Data extract:
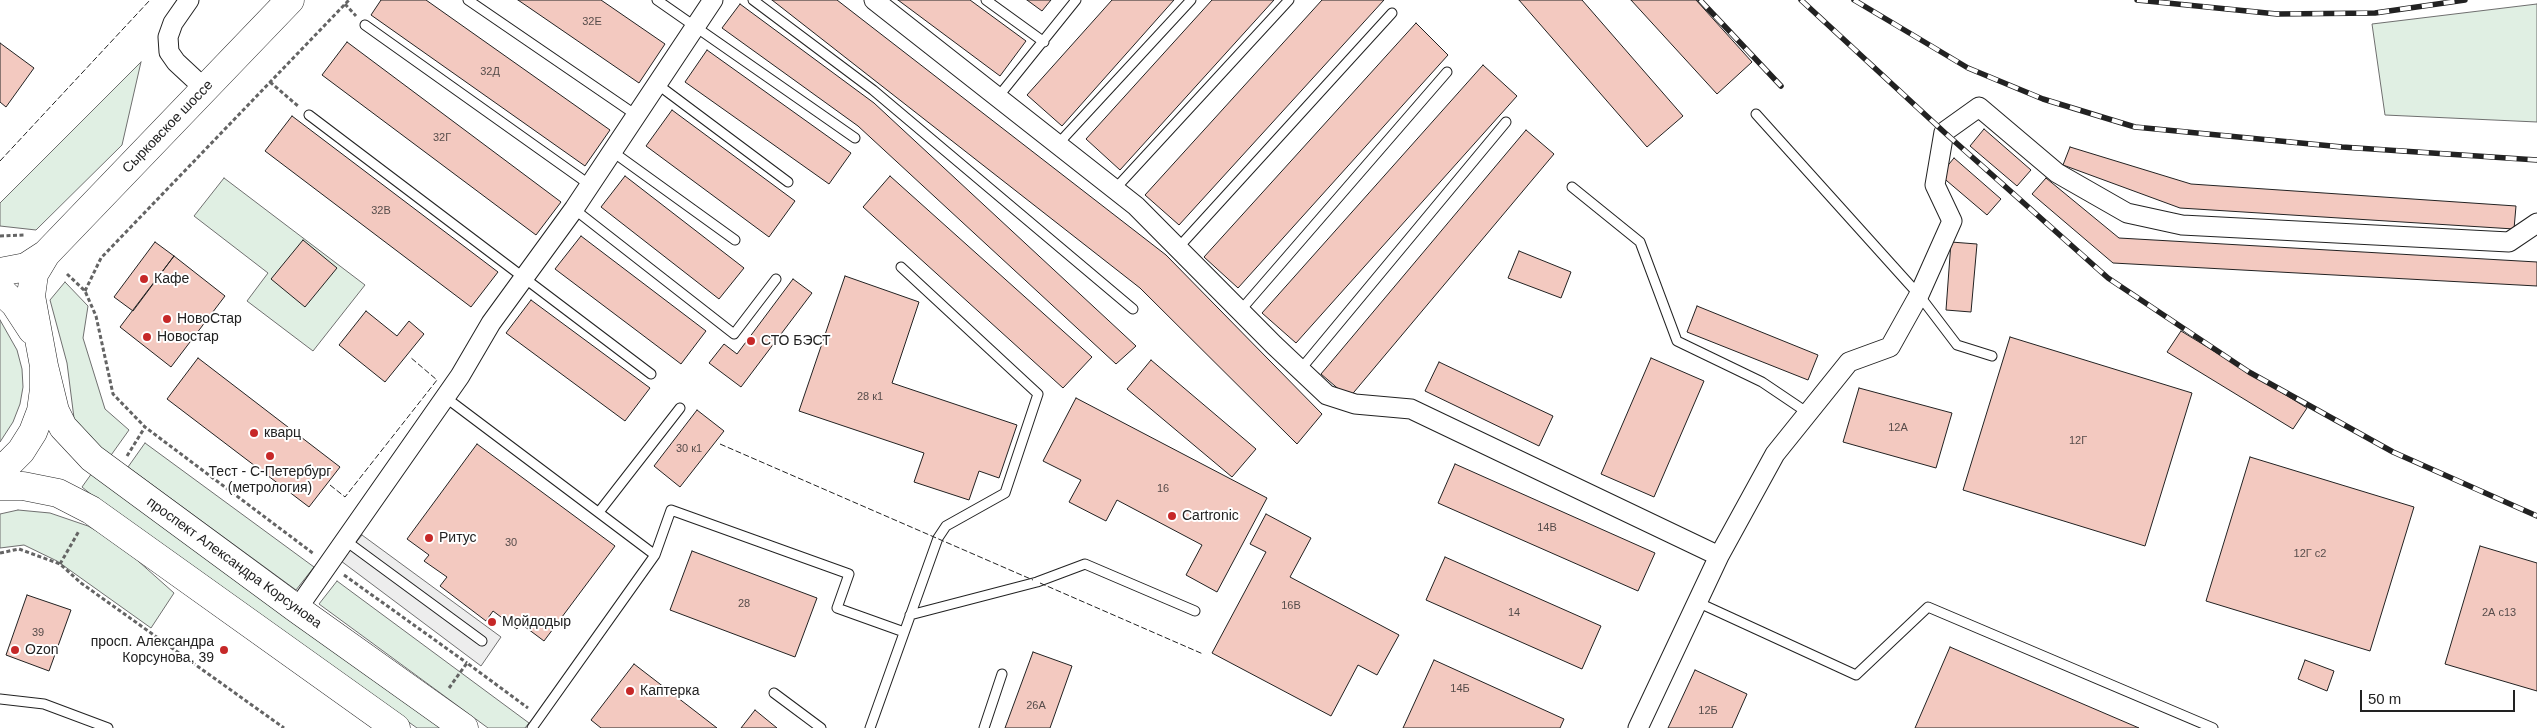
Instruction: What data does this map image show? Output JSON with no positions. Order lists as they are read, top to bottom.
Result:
{
  "streets": {
    "main road": ["Сырковское шоссе", "проспект Александра Корсунова"]
  },
  "places": [
    "Кафе",
    "НовоСтар",
    "Новостар",
    "СТО БЭСТ",
    "кварц",
    "Тест - С-Петербург (метрология)",
    "Cartronic",
    "Ритус",
    "Мойдодыр",
    "Ozon",
    "просп. Александра Корсунова, 39",
    "Каптерка"
  ],
  "house_numbers": [
    "32Е",
    "32Д",
    "32Г",
    "32В",
    "28 к1",
    "12А",
    "12Г",
    "30 к1",
    "16",
    "14В",
    "30",
    "12Г с2",
    "28",
    "16В",
    "14",
    "2А с13",
    "39",
    "14Б",
    "26А",
    "12Б"
  ],
  "scale_bar": "50 m"
}
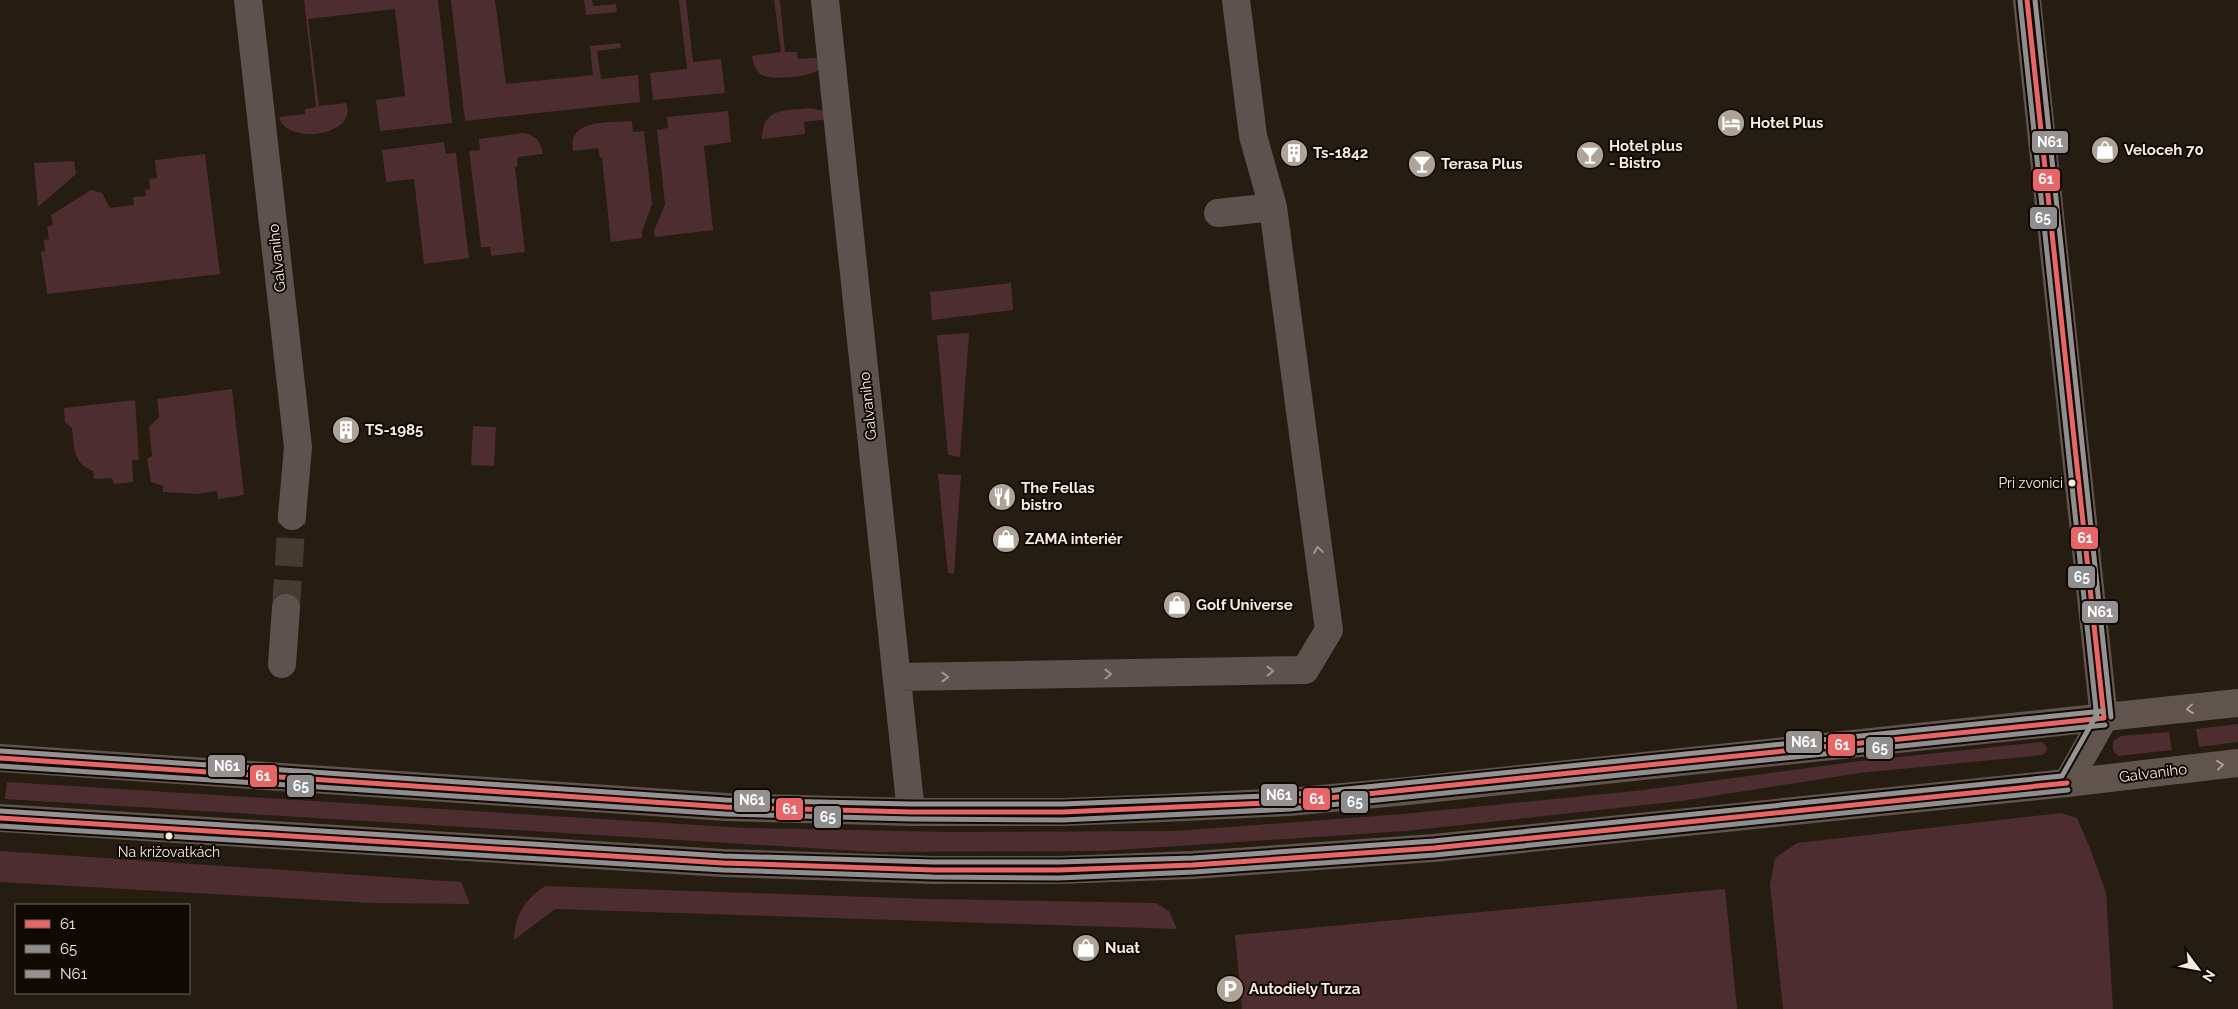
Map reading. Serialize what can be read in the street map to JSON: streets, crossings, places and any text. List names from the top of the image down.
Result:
{
  "streets": {
    "main road": ["Galvaniho"]
  },
  "places": {
    "hotel": ["Hotel Plus"],
    "shop": [
      "Veloceh 70",
      "ZAMA interiér",
      "Golf Universe",
      "Nuat"
    ],
    "building": ["Ts-1842", "TS-1985"],
    "bar": ["Hotel plus - Bistro", "Terasa Plus"],
    "other": ["Pri zvonici", "Na križovatkách"],
    "restaurant": ["The Fellas bistro"],
    "parking": ["Autodiely Turza"]
  },
  "lines": ["transit line 61", "transit line N61", "transit line 65"],
  "legend": ["61", "65", "N61"],
  "north": "bottom right"
}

Exercise brief:
The entries are to be transcribed in full. Their pictures are not.

Expected output:
Instruction: What data does this map image show? Output JSON with no positions. Order lists as they are read, top to bottom.
Result:
{
  "streets": {
    "main road": ["Сырковское шоссе", "проспект Александра Корсунова"]
  },
  "places": [
    "Кафе",
    "НовоСтар",
    "Новостар",
    "СТО БЭСТ",
    "кварц",
    "Тест - С-Петербург (метрология)",
    "Cartronic",
    "Ритус",
    "Мойдодыр",
    "Ozon",
    "просп. Александра Корсунова, 39",
    "Каптерка"
  ],
  "house_numbers": [
    "32Е",
    "32Д",
    "32Г",
    "32В",
    "28 к1",
    "12А",
    "12Г",
    "30 к1",
    "16",
    "14В",
    "30",
    "12Г с2",
    "28",
    "16В",
    "14",
    "2А с13",
    "39",
    "14Б",
    "26А",
    "12Б"
  ],
  "scale_bar": "50 m"
}
Map reading. Serialize what can be read in the street map to JSON: streets, crossings, places and any text. List names from the top of the image down.
Result:
{
  "streets": {
    "main road": ["Galvaniho"]
  },
  "places": {
    "hotel": ["Hotel Plus"],
    "shop": [
      "Veloceh 70",
      "ZAMA interiér",
      "Golf Universe",
      "Nuat"
    ],
    "building": ["Ts-1842", "TS-1985"],
    "bar": ["Hotel plus - Bistro", "Terasa Plus"],
    "other": ["Pri zvonici", "Na križovatkách"],
    "restaurant": ["The Fellas bistro"],
    "parking": ["Autodiely Turza"]
  },
  "lines": ["transit line 61", "transit line N61", "transit line 65"],
  "legend": ["61", "65", "N61"],
  "north": "bottom right"
}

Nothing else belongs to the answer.